[Collected data]
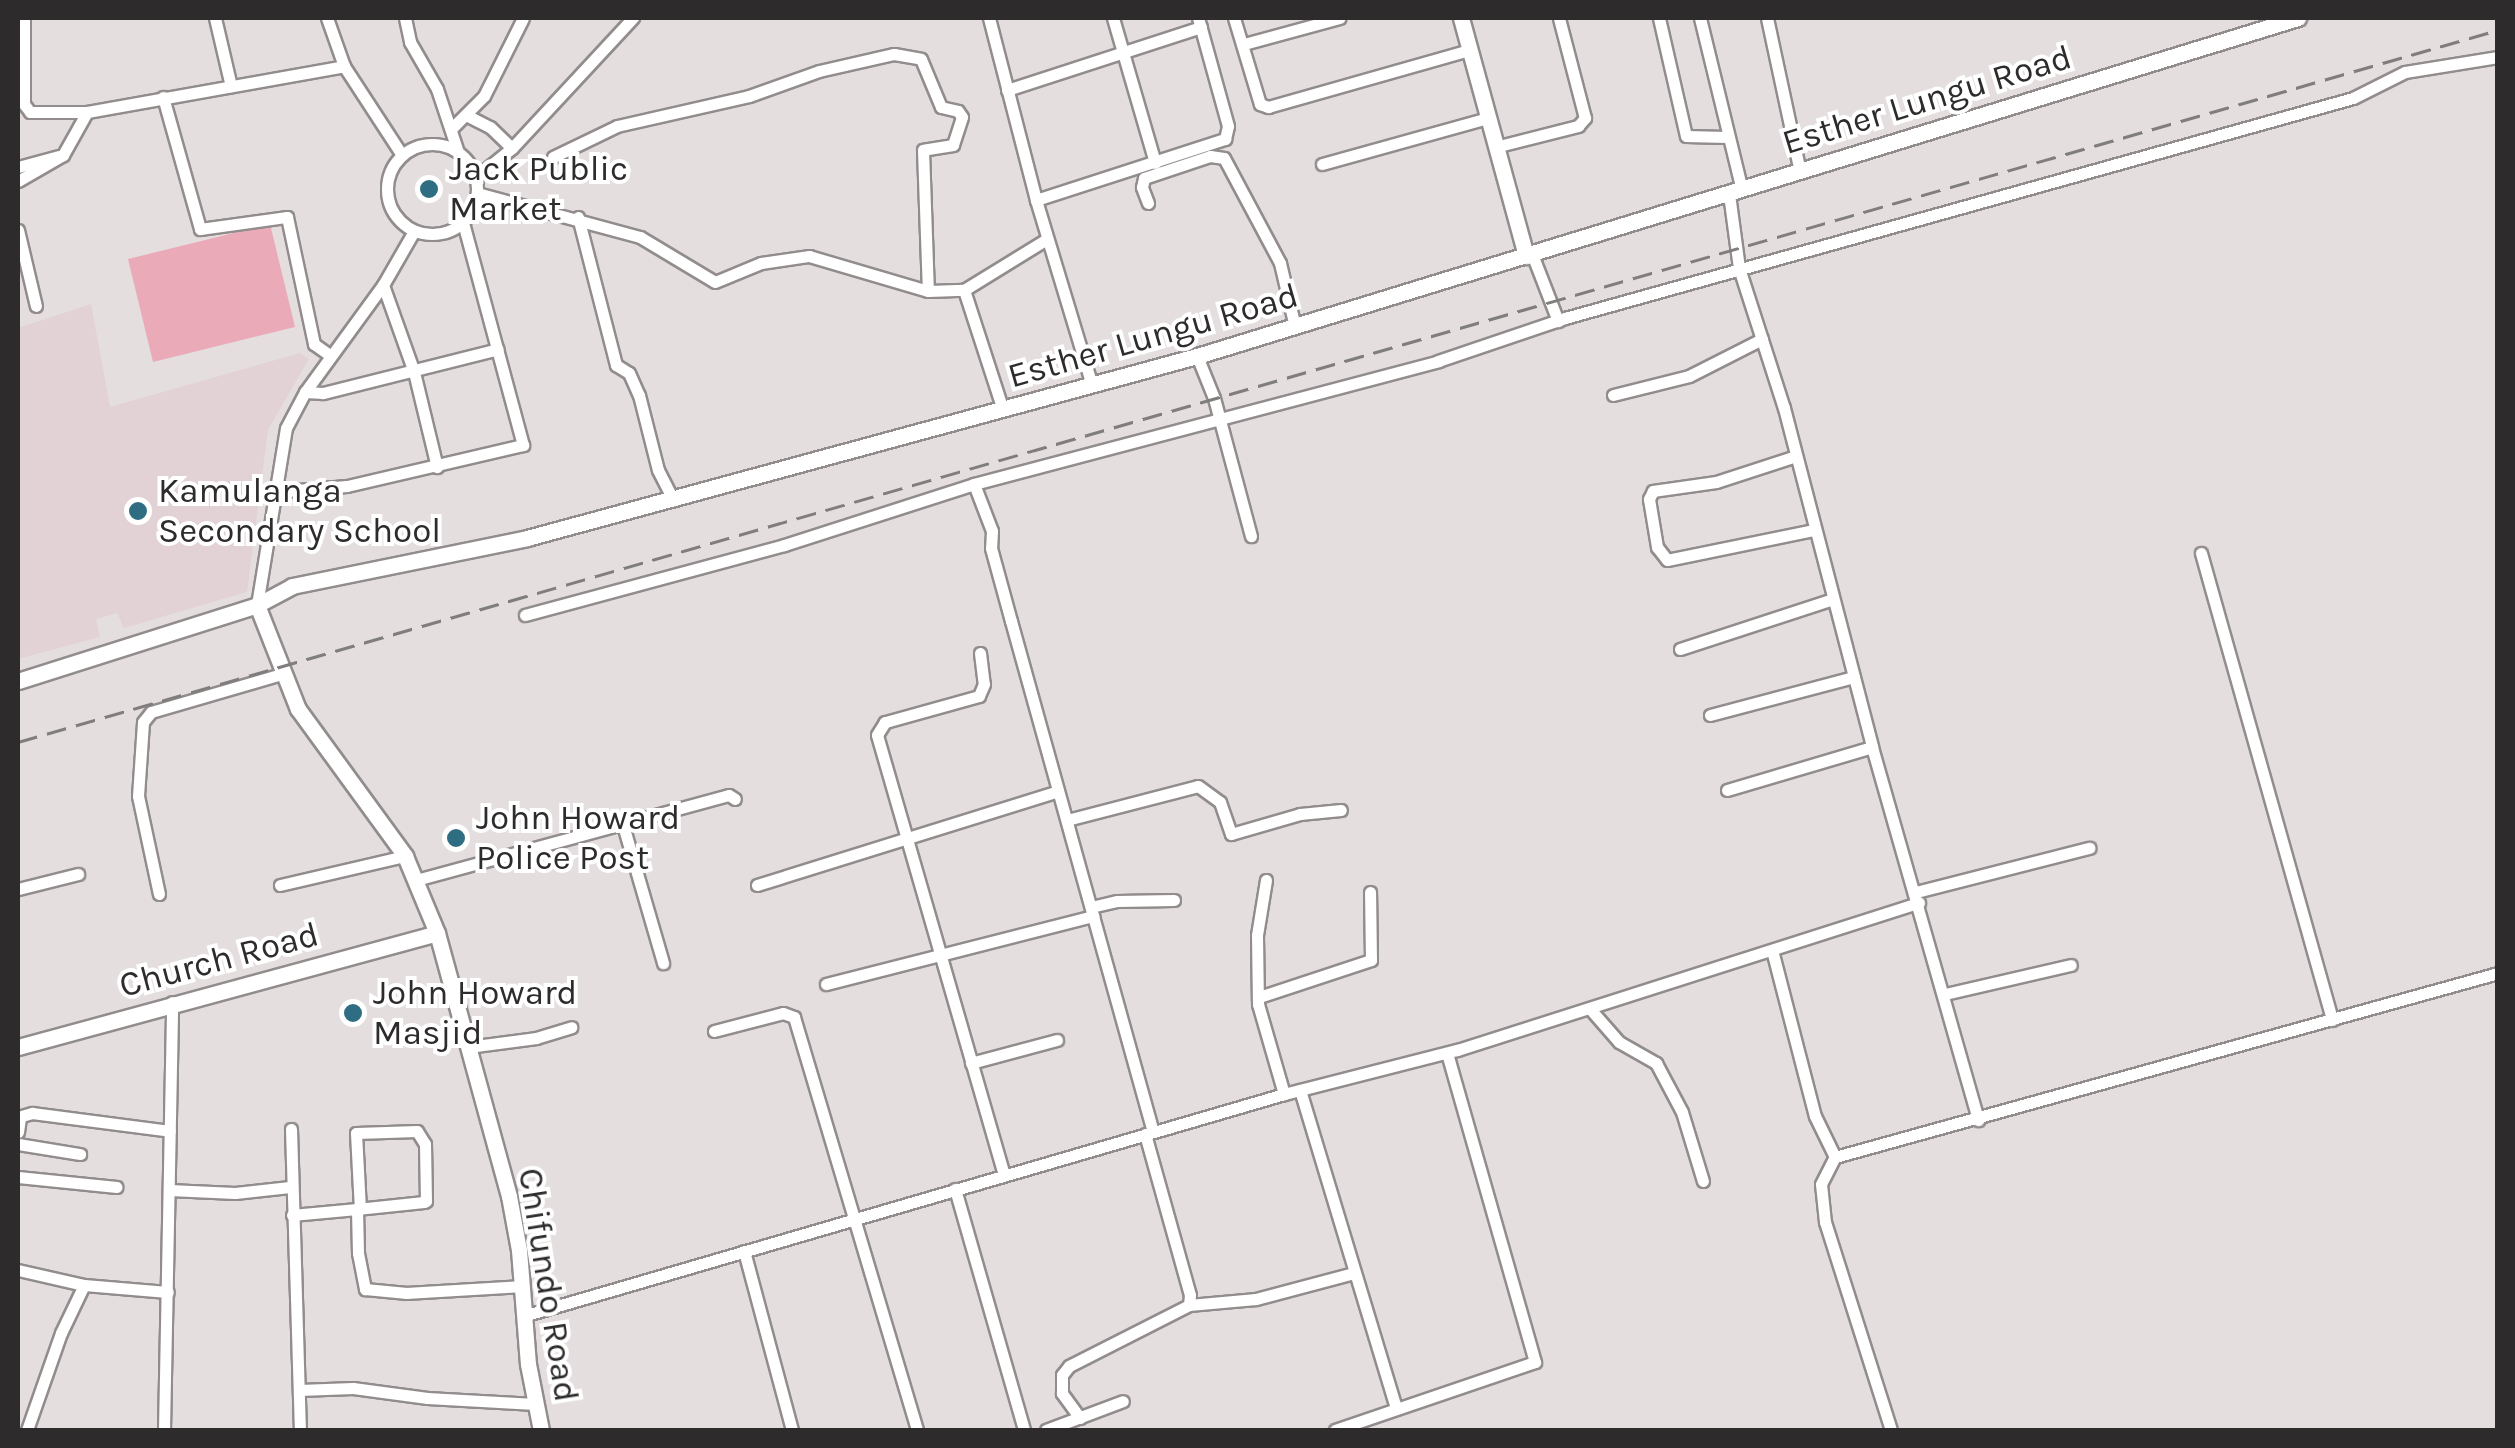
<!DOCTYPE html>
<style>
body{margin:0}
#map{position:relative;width:2515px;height:1448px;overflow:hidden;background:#e4dedf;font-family:Karla,sans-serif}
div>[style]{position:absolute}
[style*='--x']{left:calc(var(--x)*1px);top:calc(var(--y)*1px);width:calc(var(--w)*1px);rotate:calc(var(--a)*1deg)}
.built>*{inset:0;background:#e2d2d5}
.green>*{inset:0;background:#ebaab8}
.roads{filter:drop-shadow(2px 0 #928c8d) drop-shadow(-2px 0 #928c8d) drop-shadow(0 2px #928c8d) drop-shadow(0 -2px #928c8d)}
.minor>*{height:11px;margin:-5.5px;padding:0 5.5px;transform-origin:5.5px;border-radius:5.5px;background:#fff}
.minor>.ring{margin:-5.5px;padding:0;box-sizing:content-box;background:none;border:11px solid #fff;border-radius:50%}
.tertiary>*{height:15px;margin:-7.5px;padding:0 7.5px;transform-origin:7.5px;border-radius:7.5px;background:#fff}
.rail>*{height:2.5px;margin-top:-1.25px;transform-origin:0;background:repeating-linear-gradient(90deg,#807d7d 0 20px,transparent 0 30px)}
.dots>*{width:28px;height:28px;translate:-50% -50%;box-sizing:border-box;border:5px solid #fff;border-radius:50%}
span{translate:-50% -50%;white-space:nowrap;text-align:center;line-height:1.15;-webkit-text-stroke:8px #fff;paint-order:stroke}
.street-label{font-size:35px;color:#2d2b2b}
.poi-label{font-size:35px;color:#2d2b2b}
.left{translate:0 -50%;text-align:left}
.frame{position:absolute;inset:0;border:20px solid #2d2b2b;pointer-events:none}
</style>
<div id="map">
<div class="built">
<div style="clip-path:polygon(91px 304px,110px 407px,300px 353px,309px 359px,268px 430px,247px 592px,124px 628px,117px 613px,96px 619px,100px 637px,18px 659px,18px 328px)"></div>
</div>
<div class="green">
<div style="clip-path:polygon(270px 224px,295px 327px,153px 362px,128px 259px)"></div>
</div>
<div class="roads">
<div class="minor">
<div style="--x:24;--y:18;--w:86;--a:90"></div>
<div style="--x:24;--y:104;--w:10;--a:53"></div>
<div style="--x:30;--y:112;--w:57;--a:0"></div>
<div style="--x:87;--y:112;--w:261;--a:-10.1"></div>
<div style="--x:344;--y:66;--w:106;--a:56.9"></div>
<div style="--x:215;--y:18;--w:70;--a:76.8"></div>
<div style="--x:327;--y:18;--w:51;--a:70.5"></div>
<div style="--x:405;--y:18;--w:25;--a:78"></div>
<div style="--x:410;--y:42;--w:54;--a:60.1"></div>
<div style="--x:437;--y:89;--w:66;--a:71.6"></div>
<div style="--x:989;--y:18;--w:188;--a:75.5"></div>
<div style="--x:1036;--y:200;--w:193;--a:73.2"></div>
<div style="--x:1113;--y:18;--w:151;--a:73.8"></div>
<div style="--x:1234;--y:18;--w:90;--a:73.2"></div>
<div style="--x:1260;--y:104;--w:9;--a:21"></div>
<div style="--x:1268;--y:107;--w:210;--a:-15.8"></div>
<div style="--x:1659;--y:18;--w:121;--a:77.1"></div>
<div style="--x:1686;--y:136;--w:41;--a:1.4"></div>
<div style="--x:1700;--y:18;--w:177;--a:76.3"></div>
<div style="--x:1767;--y:18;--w:157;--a:77.9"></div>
<div style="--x:1244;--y:44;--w:99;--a:-15.2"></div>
<div style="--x:1007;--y:90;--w:204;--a:-18"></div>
<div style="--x:163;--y:97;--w:137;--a:74.3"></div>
<div style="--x:200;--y:229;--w:88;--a:-7.9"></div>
<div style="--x:287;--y:217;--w:130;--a:78"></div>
<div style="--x:314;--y:344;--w:19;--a:35"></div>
<div style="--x:468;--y:116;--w:25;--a:27"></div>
<div style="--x:490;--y:127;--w:30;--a:44"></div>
<div style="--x:452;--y:128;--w:45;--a:-45"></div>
<div style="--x:484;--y:96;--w:87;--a:-63.4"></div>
<div class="ring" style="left:387px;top:144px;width:79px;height:79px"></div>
<div style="--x:1495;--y:147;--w:86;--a:-14.2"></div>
<div style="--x:1578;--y:126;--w:11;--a:-49"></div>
<div style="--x:1585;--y:118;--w:103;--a:-104.6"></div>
<div style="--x:553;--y:157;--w:71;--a:-25.8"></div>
<div style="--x:617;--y:126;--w:135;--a:-12.8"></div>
<div style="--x:749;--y:96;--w:74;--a:-19.7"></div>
<div style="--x:819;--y:71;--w:77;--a:-12.8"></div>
<div style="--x:894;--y:54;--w:27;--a:10"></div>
<div style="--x:921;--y:59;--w:52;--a:67.4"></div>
<div style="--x:941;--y:107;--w:17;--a:13"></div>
<div style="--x:958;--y:111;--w:7;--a:56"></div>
<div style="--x:962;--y:117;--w:29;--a:108"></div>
<div style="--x:953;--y:145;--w:30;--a:171"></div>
<div style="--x:923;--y:150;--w:141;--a:88"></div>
<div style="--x:1322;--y:164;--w:172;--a:-15.5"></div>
<div style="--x:18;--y:167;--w:42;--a:-15"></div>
<div style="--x:475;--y:178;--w:48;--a:-39"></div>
<div style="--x:512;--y:148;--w:178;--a:-47.1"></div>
<div style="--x:18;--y:181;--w:52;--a:-30"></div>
<div style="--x:63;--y:155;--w:49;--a:-60.8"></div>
<div style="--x:477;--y:193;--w:169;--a:15.1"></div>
<div style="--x:640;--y:237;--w:87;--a:31"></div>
<div style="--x:715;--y:282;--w:50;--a:-22.4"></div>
<div style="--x:761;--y:263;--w:49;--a:-8.3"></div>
<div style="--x:809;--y:256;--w:124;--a:16.4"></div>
<div style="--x:928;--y:291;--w:36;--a:-2"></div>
<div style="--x:964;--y:290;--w:97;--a:-31.6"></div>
<div style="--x:1729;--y:194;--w:75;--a:82.3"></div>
<div style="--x:1739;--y:268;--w:147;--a:72.2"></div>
<div style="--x:1784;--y:408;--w:350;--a:75.4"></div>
<div style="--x:1872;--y:747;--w:388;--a:74.1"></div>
<div style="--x:1036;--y:200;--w:199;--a:-17.9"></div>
<div style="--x:1225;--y:139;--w:13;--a:-77"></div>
<div style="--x:1228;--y:126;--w:112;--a:-105.5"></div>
<div style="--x:1148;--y:203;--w:17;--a:-111"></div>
<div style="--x:1142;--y:187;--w:9;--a:-77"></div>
<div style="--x:1144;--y:178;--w:70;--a:-18.4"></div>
<div style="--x:1210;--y:156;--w:14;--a:8"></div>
<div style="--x:1224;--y:158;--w:119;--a:61.9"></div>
<div style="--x:1280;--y:263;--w:66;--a:76.8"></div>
<div style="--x:578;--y:217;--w:153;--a:75.6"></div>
<div style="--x:616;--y:365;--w:15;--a:32"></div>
<div style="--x:629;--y:373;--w:24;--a:66"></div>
<div style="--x:639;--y:395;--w:77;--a:75.8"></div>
<div style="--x:658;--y:470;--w:34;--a:63"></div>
<div style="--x:18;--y:230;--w:78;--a:76.7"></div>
<div style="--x:1532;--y:254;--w:72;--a:68.8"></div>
<div style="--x:383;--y:285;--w:92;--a:70.4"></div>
<div style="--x:414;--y:372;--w:98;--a:76.4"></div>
<div style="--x:964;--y:290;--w:126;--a:72"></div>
<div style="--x:1197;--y:356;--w:45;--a:68"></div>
<div style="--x:1214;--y:398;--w:143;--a:75"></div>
<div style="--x:305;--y:392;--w:18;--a:3"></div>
<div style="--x:323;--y:393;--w:180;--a:-14.1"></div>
<div style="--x:1613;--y:395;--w:78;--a:-14"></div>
<div style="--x:1689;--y:376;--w:82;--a:-26.9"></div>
<div style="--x:1796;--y:456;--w:84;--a:162"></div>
<div style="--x:1716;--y:482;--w:64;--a:171.9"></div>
<div style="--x:1653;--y:491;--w:9;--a:117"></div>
<div style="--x:1649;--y:499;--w:49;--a:80.5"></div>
<div style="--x:1657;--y:547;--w:16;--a:52"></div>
<div style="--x:1667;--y:560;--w:149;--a:-11.6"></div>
<div style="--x:974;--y:484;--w:50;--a:69"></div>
<div style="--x:992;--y:531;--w:17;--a:93"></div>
<div style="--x:991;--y:548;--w:76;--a:74.7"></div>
<div style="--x:1011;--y:621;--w:530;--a:74.47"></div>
<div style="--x:272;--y:492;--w:75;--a:-4.6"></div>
<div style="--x:347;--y:486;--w:181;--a:-13.1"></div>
<div style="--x:523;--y:445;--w:231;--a:-105.1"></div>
<div style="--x:2201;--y:553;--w:485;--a:74.3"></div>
<div style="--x:257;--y:605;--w:179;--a:-80.7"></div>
<div style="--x:286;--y:428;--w:41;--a:-62.2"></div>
<div style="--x:305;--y:392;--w:132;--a:-53.9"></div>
<div style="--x:383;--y:285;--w:62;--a:-60.1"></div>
<div style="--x:525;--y:615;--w:268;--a:-15.1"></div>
<div style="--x:784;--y:545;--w:200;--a:-17.8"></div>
<div style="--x:974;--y:484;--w:480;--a:-14.8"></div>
<div style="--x:1438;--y:361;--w:134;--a:-18.7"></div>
<div style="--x:1565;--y:318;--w:818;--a:-15.6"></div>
<div style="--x:2353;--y:98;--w:58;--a:-26.6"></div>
<div style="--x:2405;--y:72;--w:94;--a:-9.2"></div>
<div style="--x:1680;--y:649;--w:161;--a:-18.1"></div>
<div style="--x:980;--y:653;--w:31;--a:83"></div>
<div style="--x:984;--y:684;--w:13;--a:113"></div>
<div style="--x:979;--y:696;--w:98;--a:164.5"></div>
<div style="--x:885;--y:722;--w:15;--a:122"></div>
<div style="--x:877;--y:735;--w:458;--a:73.9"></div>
<div style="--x:1710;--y:715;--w:149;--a:-14.8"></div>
<div style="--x:1727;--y:790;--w:151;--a:-16.5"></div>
<div style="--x:1067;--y:820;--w:135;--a:-14.5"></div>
<div style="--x:1198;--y:786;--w:27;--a:36"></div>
<div style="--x:1220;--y:802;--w:34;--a:71"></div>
<div style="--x:1231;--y:834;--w:72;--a:-16.2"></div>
<div style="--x:1300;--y:814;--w:41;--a:-5.6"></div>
<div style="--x:623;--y:825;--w:144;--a:73.8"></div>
<div style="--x:416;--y:880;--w:324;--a:-15.2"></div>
<div style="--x:729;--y:795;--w:7;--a:34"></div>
<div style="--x:1266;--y:880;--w:56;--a:99.3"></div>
<div style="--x:1257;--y:935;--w:69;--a:89.2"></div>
<div style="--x:1258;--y:1004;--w:94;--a:73.9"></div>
<div style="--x:280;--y:885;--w:128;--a:-13.1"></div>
<div style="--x:757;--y:885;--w:315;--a:-17.3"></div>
<div style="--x:18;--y:889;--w:62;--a:-14"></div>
<div style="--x:1916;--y:892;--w:179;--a:-14.3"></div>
<div style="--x:159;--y:894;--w:100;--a:-102.1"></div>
<div style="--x:138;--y:796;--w:74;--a:-86.1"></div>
<div style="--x:143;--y:722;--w:13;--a:-51"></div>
<div style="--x:151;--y:712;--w:136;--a:-16.2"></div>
<div style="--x:1091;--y:907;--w:27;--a:-13"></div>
<div style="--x:1117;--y:901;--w:57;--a:-1"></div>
<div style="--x:1772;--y:950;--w:171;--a:75.5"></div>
<div style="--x:1815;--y:1116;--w:46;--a:64"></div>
<div style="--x:826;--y:984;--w:276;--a:-14.3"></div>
<div style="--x:1945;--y:994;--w:129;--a:-13"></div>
<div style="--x:1259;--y:997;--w:118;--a:-18.3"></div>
<div style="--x:1371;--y:960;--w:68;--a:-90.8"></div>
<div style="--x:1591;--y:1010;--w:43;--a:48.8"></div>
<div style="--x:1619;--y:1042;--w:43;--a:29.6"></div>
<div style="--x:1656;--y:1063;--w:55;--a:62"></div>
<div style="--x:1682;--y:1112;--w:72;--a:73.1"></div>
<div style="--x:714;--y:1031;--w:71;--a:-14.6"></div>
<div style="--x:783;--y:1013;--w:12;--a:20"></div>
<div style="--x:794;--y:1017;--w:431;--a:73.4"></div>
<div style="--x:468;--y:1047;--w:69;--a:-7.5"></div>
<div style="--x:536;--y:1038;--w:37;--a:-17"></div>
<div style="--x:971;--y:1063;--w:89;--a:-15"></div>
<div style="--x:1300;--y:1090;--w:332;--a:73.2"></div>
<div style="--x:18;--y:1117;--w:15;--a:-16"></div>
<div style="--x:32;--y:1113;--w:139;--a:7.4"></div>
<div style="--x:291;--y:1129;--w:301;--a:88.3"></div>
<div style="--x:18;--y:1132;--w:15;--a:-82"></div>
<div style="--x:1145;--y:1134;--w:167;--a:74.4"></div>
<div style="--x:1190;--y:1295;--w:10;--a:96"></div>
<div style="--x:18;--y:1144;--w:63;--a:9.2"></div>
<div style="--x:18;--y:1177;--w:99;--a:5.8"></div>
<div style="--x:955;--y:1189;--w:251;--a:74"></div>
<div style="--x:169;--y:1190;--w:66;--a:2.6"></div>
<div style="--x:235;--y:1193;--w:55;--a:-6.2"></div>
<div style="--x:357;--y:1209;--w:44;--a:88.7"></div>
<div style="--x:358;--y:1253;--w:37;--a:79"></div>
<div style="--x:365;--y:1289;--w:42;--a:5.4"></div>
<div style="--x:407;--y:1293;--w:115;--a:-3.5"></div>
<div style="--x:292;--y:1215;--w:65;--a:-5.3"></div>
<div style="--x:357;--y:1209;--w:67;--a:-6"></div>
<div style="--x:424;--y:1202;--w:2;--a:-27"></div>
<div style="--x:426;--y:1201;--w:57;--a:-91"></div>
<div style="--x:425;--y:1144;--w:15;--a:-122"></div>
<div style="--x:417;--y:1131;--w:61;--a:178.1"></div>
<div style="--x:356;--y:1133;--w:76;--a:87"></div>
<div style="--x:744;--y:1251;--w:185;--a:75"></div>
<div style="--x:18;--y:1270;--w:68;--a:12.8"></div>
<div style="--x:523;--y:1316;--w:793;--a:-16.26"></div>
<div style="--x:1284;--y:1094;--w:179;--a:-14.3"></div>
<div style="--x:1457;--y:1050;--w:485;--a:-17.7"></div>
<div style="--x:299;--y:1390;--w:54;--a:-2.1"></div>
<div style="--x:353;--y:1388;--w:75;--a:7.7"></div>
<div style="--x:427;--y:1398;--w:108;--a:3.2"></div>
<div style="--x:1080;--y:1418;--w:31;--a:-126"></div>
<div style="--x:1062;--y:1393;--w:18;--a:-90"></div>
<div style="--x:1062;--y:1375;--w:11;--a:-52"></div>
<div style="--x:1069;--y:1366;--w:135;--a:-26.9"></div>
<div style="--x:1189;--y:1305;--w:67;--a:-5.1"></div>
<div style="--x:1256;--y:1299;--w:101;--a:-14.9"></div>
<div style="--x:27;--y:1430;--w:103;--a:-70.7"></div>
<div style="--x:61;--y:1333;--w:53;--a:-64.4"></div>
<div style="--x:84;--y:1285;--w:84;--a:4.8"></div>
<div style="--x:164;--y:1430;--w:428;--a:-88.9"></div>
<div style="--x:1046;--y:1430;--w:82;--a:-20.6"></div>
<div style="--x:1335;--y:1430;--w:211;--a:-18.8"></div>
<div style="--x:1535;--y:1362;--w:321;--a:-105.9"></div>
<div style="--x:1891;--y:1430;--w:218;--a:-107.6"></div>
<div style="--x:1825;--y:1222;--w:38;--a:-96"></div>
<div style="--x:1821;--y:1184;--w:30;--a:-63"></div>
<div style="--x:1835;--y:1157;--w:688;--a:-15.51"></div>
</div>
<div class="tertiary">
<div style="--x:1461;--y:18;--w:247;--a:74.7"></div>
<div style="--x:257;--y:605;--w:112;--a:68.5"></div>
<div style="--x:298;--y:709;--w:182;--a:53.9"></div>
<div style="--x:405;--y:856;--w:83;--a:67.4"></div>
<div style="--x:437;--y:933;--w:273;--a:74.7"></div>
<div style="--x:509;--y:1196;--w:55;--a:79.5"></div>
<div style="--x:519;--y:1250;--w:114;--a:85.5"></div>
<div style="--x:528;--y:1364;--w:67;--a:78.9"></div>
<div style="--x:18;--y:681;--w:251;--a:-17.6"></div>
<div style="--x:257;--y:605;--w:40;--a:-28"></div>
<div style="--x:292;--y:586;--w:240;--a:-11.5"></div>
<div style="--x:527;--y:538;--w:694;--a:-15.2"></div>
<div style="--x:1197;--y:356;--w:1152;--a:-17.07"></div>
<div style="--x:18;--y:1047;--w:434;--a:-15.2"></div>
</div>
</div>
<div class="rail">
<div style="--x:18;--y:742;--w:2580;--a:-16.02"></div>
</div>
<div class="dots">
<div style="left:429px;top:189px;background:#2e6d82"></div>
<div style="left:138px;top:511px;background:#2e6d82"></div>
<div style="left:456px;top:838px;background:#2e6d82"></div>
<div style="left:353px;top:1013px;background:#2e6d82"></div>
</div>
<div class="street-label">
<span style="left:1927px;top:100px;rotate:-17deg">Esther Lungu Road</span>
<span style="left:1153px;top:336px;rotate:-16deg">Esther Lungu Road</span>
<span style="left:219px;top:960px;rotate:-15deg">Church Road</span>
<span style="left:548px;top:1285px;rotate:81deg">Chifundo Road</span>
</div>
<div class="poi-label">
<span class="left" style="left:449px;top:189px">Jack Public<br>Market</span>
<span class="left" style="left:158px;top:511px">Kamulanga<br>Secondary School</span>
<span class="left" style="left:476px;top:838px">John Howard<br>Police Post</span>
<span class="left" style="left:373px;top:1013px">John Howard<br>Masjid</span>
</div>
<div class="frame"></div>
</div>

_EXERCISE DESCRIPTION_. A single number is requested: the count of lines in the data that hold "roads".

_ANSWER_. 2